North Carolina officials are now examining the May primary to see whether they could establish patterns of election fraud and gather evidence for possible criminal prosecutions.

But even if fraud was found in the primary, state officials would be limited in their ability to overturn the Harris-Pittinger outcome given state law and the status of those primary results. The incoming Democratic leaders of the House of Representatives could refuse to seat a winner from the 9th District, leading to a do-over primary and general election, but it is unclear if Rep. Nancy Pelosi and her allies would opt for that.

“I’m old fashioned, but anytime somebody may have broken the law, it’s appropriate for the state to look into it,” said Carter Wrenn, the dean of North Carolina’s Republican strategists. “If they found that somebody broke the law in the primary, they ought to punish them.

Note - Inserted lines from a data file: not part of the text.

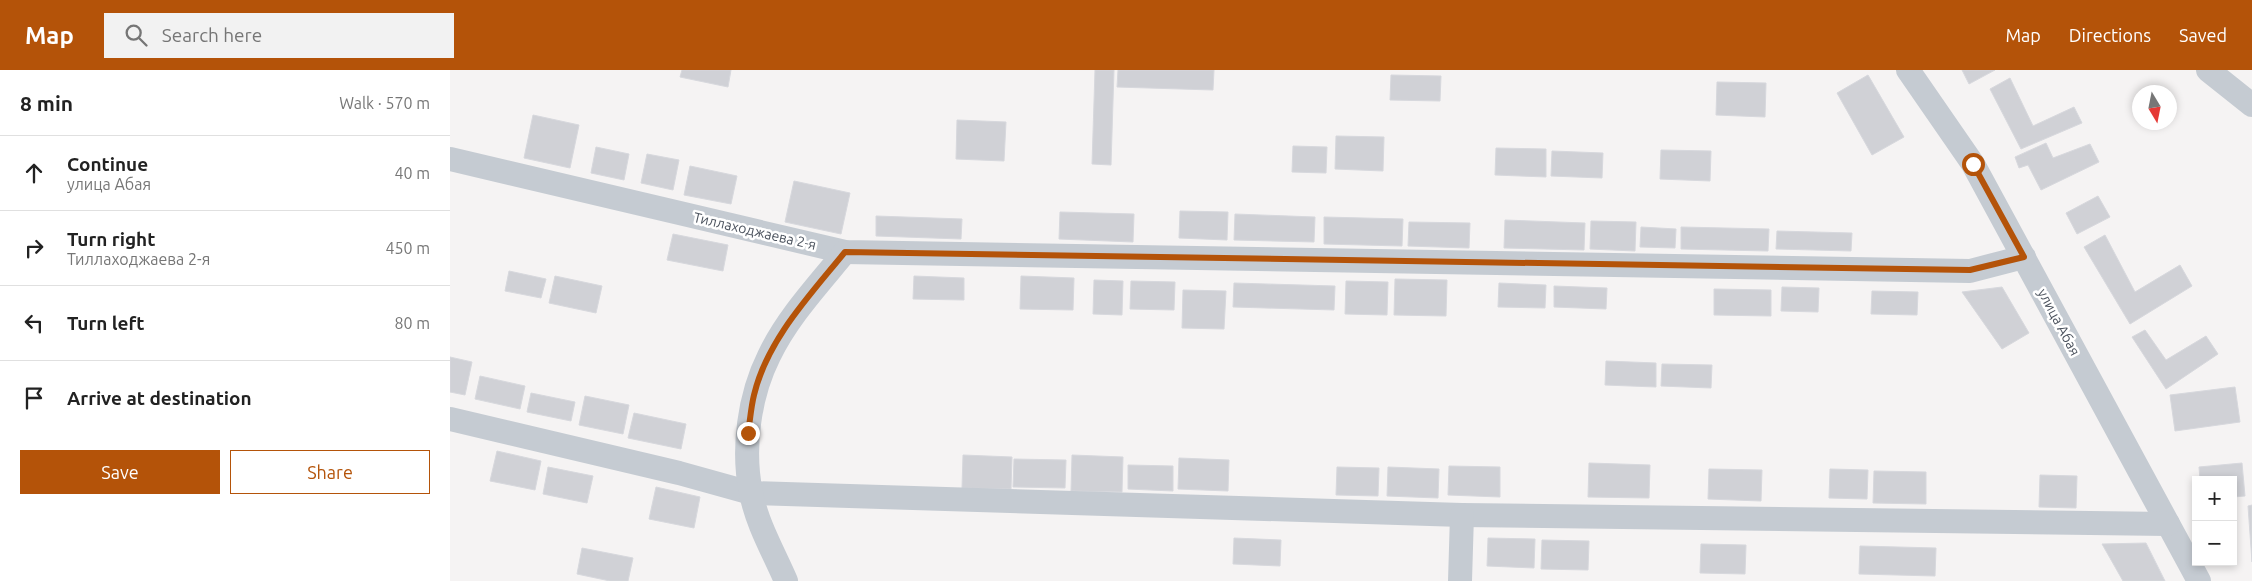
<!DOCTYPE html>
<meta charset="utf-8">
<style>
:root{--surface:#fff;--page:#f2f2f2;--text:#222;--muted:#767676;--line:#e0e0e0;--accent:#b45309}
body{margin:0;font-family:Ubuntu,sans-serif;background:var(--page);color:var(--text)}
.controls{position:absolute;right:15px;bottom:15px;display:grid;overflow:hidden;border-radius:0px;box-shadow:0 2px 8px #0003}
.controls button{width:45px;height:45px;display:grid;place-items:center;padding:0;border:0;border-bottom:1px solid var(--line);background:var(--surface);color:var(--text);font:25px sans-serif}
.compass{position:absolute;left:1682px;top:15px;width:45px;height:45px;border-radius:50%;background:var(--surface);box-shadow:0 2px 8px #0003;rotate:170deg}
.stop{position:absolute;width:15px;height:15px;margin:-11px;border:4px solid #b45309;border-radius:50%;background:#fff}
.stop.end{background:#b45309;border-color:#fff;box-shadow:0 1px 5px #0008}
.list{margin:0;padding:0;list-style:none}
h2{display:flex;justify-content:space-between;align-items:center;height:65px;margin:0;padding:0 20px;font-size:21px}
h2 small{font-size:16px;font-weight:400;color:var(--muted)}
.list li{display:grid;grid-template-columns:32px 1fr auto;gap:15px;align-items:center;box-sizing:border-box;height:75px;padding:0 20px;border-top:1px solid var(--line)}
.list b{display:block;font-size:19px;white-space:nowrap}
.list p{margin:0;font-size:16px;white-space:nowrap;color:var(--muted)}
.list em{font-size:16px;font-style:normal;color:var(--muted)}
.actions{display:flex;gap:10px;padding:15px 20px}
.actions a{flex:1;padding:11px 0;border:1px solid var(--accent);border-radius:0px;text-align:center;font-size:18px;color:var(--accent)}
.actions .main{background:var(--accent);color:#fff}
.icon{flex:none;width:28px;height:28px;fill:none;stroke:currentColor;stroke-width:2;stroke-linecap:round;stroke-linejoin:round}
.map{position:relative;flex:none;width:1802px;height:511px;overflow:hidden}
header{display:flex;align-items:center;gap:30px;box-sizing:border-box;height:70px;padding:0 25px;background:var(--accent);color:#fff}
header strong{font-size:24px}
nav{display:flex;gap:28px;margin-inline-start:auto;font-size:18px}
.search{width:350px;height:45px;background:var(--page);display:flex;align-items:center;gap:12px;box-sizing:border-box;padding:0 18px;border-radius:0px;color:var(--muted);font-size:19px}
main{display:flex}
aside{flex:1;background:var(--surface)}
.map>svg:first-child{display:block}
</style>
<header>
<strong>Map</strong>
<div class="search"><svg class="icon" aria-label="search" viewBox="0 0 24 24"><circle cx="10" cy="10" r="6"/><path d="M15 15l6 6"/></svg>Search here</div>
<nav><a>Map</a><a>Directions</a><a>Saved</a></nav>
</header>
<main>
<aside>
<h2>8 min<small>Walk · 570 m</small></h2>
<ul class="list">
<li><svg class="icon" aria-label="ahead" viewBox="0 0 24 24"><path d="M12 20V5M6 11l6-6 6 6"/></svg><div><b>Continue</b><p>улица Абая</p></div><em>40 m</em></li>
<li><svg class="icon" aria-label="right" viewBox="0 0 24 24"><path d="M7 20v-9h11M14 6l5 5-5 5"/></svg><div><b>Turn right</b><p>Тиллаходжаева 2-я</p></div><em>450 m</em></li>
<li><svg class="icon" aria-label="left" viewBox="0 0 24 24"><path d="M17 20v-9H6M10 6l-5 5 5 5"/></svg><div><b>Turn left</b></div><em>80 m</em></li>
<li><svg class="icon" aria-label="arrive" viewBox="0 0 24 24"><path d="M6 21V4h12l-3 4 3 4H6"/></svg><div><b>Arrive at destination</b></div></li>
</ul>
<div class="actions"><a class="main">Save</a><a>Share</a></div>
</aside>
<div class="map">
<svg width="1802" height="511" viewBox="0 0 1802 511">
<rect width="100%" height="100%" fill="#f5f3f3"/>
<g fill="#d0d1d6" stroke="#d7d8dd">
<polygon points="232,0 281,0 278,17 230,7"/>
<polygon points="645,0 664,0 661,95 642,94"/>
<polygon points="668,0 764,0 763,20 667,17"/>
<polygon points="1512,0 1545,0 1519,14"/>
<polygon points="941,5 991,6 990,31 940,30"/>
<polygon points="1418,5 1454,67 1422,85 1387,23"/>
<polygon points="1560,8 1583,56 1624,37 1632,53 1571,79 1540,19"/>
<polygon points="1267,12 1316,13 1315,47 1266,45"/>
<polygon points="83,45 129,55 120,98 74,88"/>
<polygon points="507,50 556,52 554,91 506,89"/>
<polygon points="886,66 934,67 933,101 885,99"/>
<polygon points="1596,73 1603,88 1640,74 1649,92 1591,120 1578,95 1569,98 1565,87"/>
<polygon points="843,76 877,77 876,103 842,102"/>
<polygon points="146,77 179,84 174,110 141,103"/>
<polygon points="1046,78 1096,79 1096,107 1045,105"/>
<polygon points="1211,80 1261,81 1260,111 1210,109"/>
<polygon points="1102,81 1153,83 1152,108 1101,106"/>
<polygon points="197,84 229,90 223,120 191,113"/>
<polygon points="240,96 287,106 281,134 234,125"/>
<polygon points="344,111 400,123 391,164 335,152"/>
<polygon points="1648,126 1660,147 1627,164 1616,143"/>
<polygon points="730,141 778,142 777,170 729,168"/>
<polygon points="610,142 684,144 683,172 609,169"/>
<polygon points="785,144 865,147 864,172 784,170"/>
<polygon points="426,146 512,149 511,169 426,166"/>
<polygon points="874,147 953,149 952,176 874,174"/>
<polygon points="1055,150 1135,153 1134,180 1054,178"/>
<polygon points="1141,151 1186,152 1185,181 1140,179"/>
<polygon points="959,152 1020,153 1019,178 958,176"/>
<polygon points="1191,157 1226,159 1225,178 1190,177"/>
<polygon points="1231,157 1319,159 1318,181 1231,179"/>
<polygon points="1327,161 1402,163 1401,181 1326,179"/>
<polygon points="223,164 278,175 273,201 217,190"/>
<polygon points="1655,165 1685,222 1730,195 1742,216 1680,254 1634,177"/>
<polygon points="59,201 96,209 91,228 55,221"/>
<polygon points="105,206 152,216 146,243 99,233"/>
<polygon points="464,206 514,208 514,230 463,229"/>
<polygon points="571,206 624,208 623,240 570,239"/>
<polygon points="945,209 997,210 996,246 944,245"/>
<polygon points="644,210 673,211 672,245 643,244"/>
<polygon points="681,211 725,212 724,240 680,239"/>
<polygon points="896,211 938,212 937,245 895,244"/>
<polygon points="784,213 885,216 884,240 783,237"/>
<polygon points="1049,213 1096,215 1095,238 1048,237"/>
<polygon points="1104,216 1157,218 1156,239 1104,237"/>
<polygon points="1332,217 1369,218 1368,242 1331,241"/>
<polygon points="1552,217 1579,263 1552,279 1512,222"/>
<polygon points="1264,219 1321,220 1321,246 1264,245"/>
<polygon points="733,220 776,221 774,259 732,258"/>
<polygon points="1422,221 1468,222 1467,245 1421,244"/>
<polygon points="1695,260 1716,290 1756,266 1768,284 1716,319 1682,267"/>
<polygon points="0,287 22,292 15,325 0,322"/>
<polygon points="1156,291 1206,293 1206,317 1155,315"/>
<polygon points="1212,294 1262,295 1261,318 1211,316"/>
<polygon points="30,306 75,316 70,339 25,329"/>
<polygon points="1785,317 1790,352 1725,361 1720,325"/>
<polygon points="81,323 125,332 121,351 77,342"/>
<polygon points="135,326 179,335 173,364 129,355"/>
<polygon points="184,343 236,354 231,379 178,368"/>
<polygon points="47,381 91,391 85,420 40,411"/>
<polygon points="513,385 562,387 561,419 512,418"/>
<polygon points="622,385 673,387 672,422 621,421"/>
<polygon points="729,388 779,390 778,421 728,419"/>
<polygon points="564,389 616,390 615,418 563,417"/>
<polygon points="1139,393 1200,395 1199,428 1138,427"/>
<polygon points="1792,393 1795,426 1783,427 1783,410 1750,410 1749,397"/>
<polygon points="678,395 723,396 723,421 678,419"/>
<polygon points="999,396 1050,397 1050,427 998,425"/>
<polygon points="98,397 143,406 137,433 93,424"/>
<polygon points="887,397 929,398 928,426 886,425"/>
<polygon points="938,397 989,399 988,428 937,426"/>
<polygon points="1259,399 1312,400 1311,431 1258,429"/>
<polygon points="1380,399 1418,400 1417,429 1379,428"/>
<polygon points="1424,401 1476,402 1476,434 1423,433"/>
<polygon points="1590,405 1627,406 1626,438 1589,437"/>
<polygon points="206,417 250,427 244,458 199,449"/>
<polygon points="1802,435 1802,492 1798,436"/>
<polygon points="784,468 831,470 830,496 783,494"/>
<polygon points="1038,468 1085,469 1084,498 1037,496"/>
<polygon points="1092,470 1139,471 1138,500 1091,499"/>
<polygon points="1696,473 1715,511 1673,511 1652,474"/>
<polygon points="1251,474 1296,475 1295,504 1250,503"/>
<polygon points="1410,476 1486,478 1485,506 1409,504"/>
<polygon points="132,478 183,488 178,511 160,511 127,504"/>
</g>
<g fill="none" stroke-linecap="round" stroke-linejoin="round">
<g stroke="#c5cbd2" stroke-width="24">
<polyline points="1458,0 1523,94 1749,511"/>
<polyline points="1758,0 1802,35"/>
<polyline points="0,89 395,182 1520,201 1574,187"/>
<polyline points="0,349 229,403 301,423 1012,445 1718,454"/>
<path d="M336,511C324,483 307,454 301,423C292,379 299,326 319,286C337,248 368,215 395,182"/>
<polyline points="1010,511 1012,445"/>
</g>
</g>
<g fill="none" stroke-linecap="round" stroke-linejoin="round">
<path stroke="#b45309" stroke-width="6" d="M298,363C300,351 301,337 304,325C317,270 360,225 395,182L1520,200L1574,187L1523,94"/>
</g>
<g text-anchor="middle" stroke-width="5" stroke-linejoin="round" paint-order="stroke">
<g font-size="14" fill="#4c535e" stroke="#fff">
<text transform="translate(305 161) rotate(13)" y="5">Тиллаходжаева 2-я</text>
<text transform="translate(1609 252) rotate(62)" y="5">улица Абая</text>
</g>
</g>
</svg>
<div class="controls">
<button>+</button>
<button>−</button>
</div>
<svg class="compass" viewBox="-18 -18 36 36"><path d="M0-13l5 13h-10z" fill="#e53935"/><path d="M0 13l5-13h-10z" fill="#767676"/></svg>
<div class="stop" style="left:1523px;top:94px"></div>
<div class="stop end" style="left:298px;top:363px"></div>
</div>
</main>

Just because the primary got certified, if you broke the law to win it, that doesn’t get you off the hook.”

The potential chicanery in the November balloting, when Harris appeared to prevail over his Democratic rival, Dan McCready, by 905 votes, may lead to a new general election, and delay any resolution to who will next represent the district in Congress.

State investigators, who announced last week that Dowless was “a person of interest” in the inquiry into the general election, have not made any public accusations of wrongdoing in response to allegations that Dowless and his associates violated state law by improperly collecting or completing absentee ballots this fall.

J. Michael Bitzer, a professor of politics and history at Catawba College, who has examined the Bladen County balloting in the primary, noted that 156 Bladen absentee ballots went unreturned in this year’s primary, the highest number of any county in a district that includes far larger counties.

Dowless, a 62-year-old former car salesman with past convictions for fraud and perjury, has repeatedly declined to comment about the current controversy, and his lawyer did not respond to messages.

As Democrats and Republicans alike gird for the possibility of a new election, hints that Dowless was deeply involved in the primary season have begun to emerge. Dowless told one man, who described the encounter in an affidavit, that he had a team of more than 80 people working for him in an operation that stretched far beyond the county’s borders.

And in Bladen County, one volunteer for a local candidate, Kenneth Simmons, said Dowless boasted that he was hoarding hundreds of completed ballots to bolster his clients. Simmons’ own affidavit, provided by a lawyer for the state Democratic Party, was released Tuesday.

Weeks before the May 8 vote, Simmons, a former Bladen County sheriff’s deputy, attended a meeting for supporters of Billy Ward, a candidate who hoped to knock off the incumbent county sheriff, James A. McVicker, in the Republican primary.

Simmons and his wife, Kelly Diane Simmons, knew that Dowless was working to get Harris elected. “He tried to get me to vote for him,” Kenneth Simmons recalled in an interview Monday with The New York Times, before his affidavit was released.

The couple said they assumed Dowless was trying to help the Ward campaign, too — although Ward, in a separate interview Monday, said that while Dowless attended his team’s meetings, he never formally worked for the campaign.

“I can’t trust him, but he’s the guru, sir,” said Ward, a police captain in nearby Tabor City. “He’s unscrupulous.”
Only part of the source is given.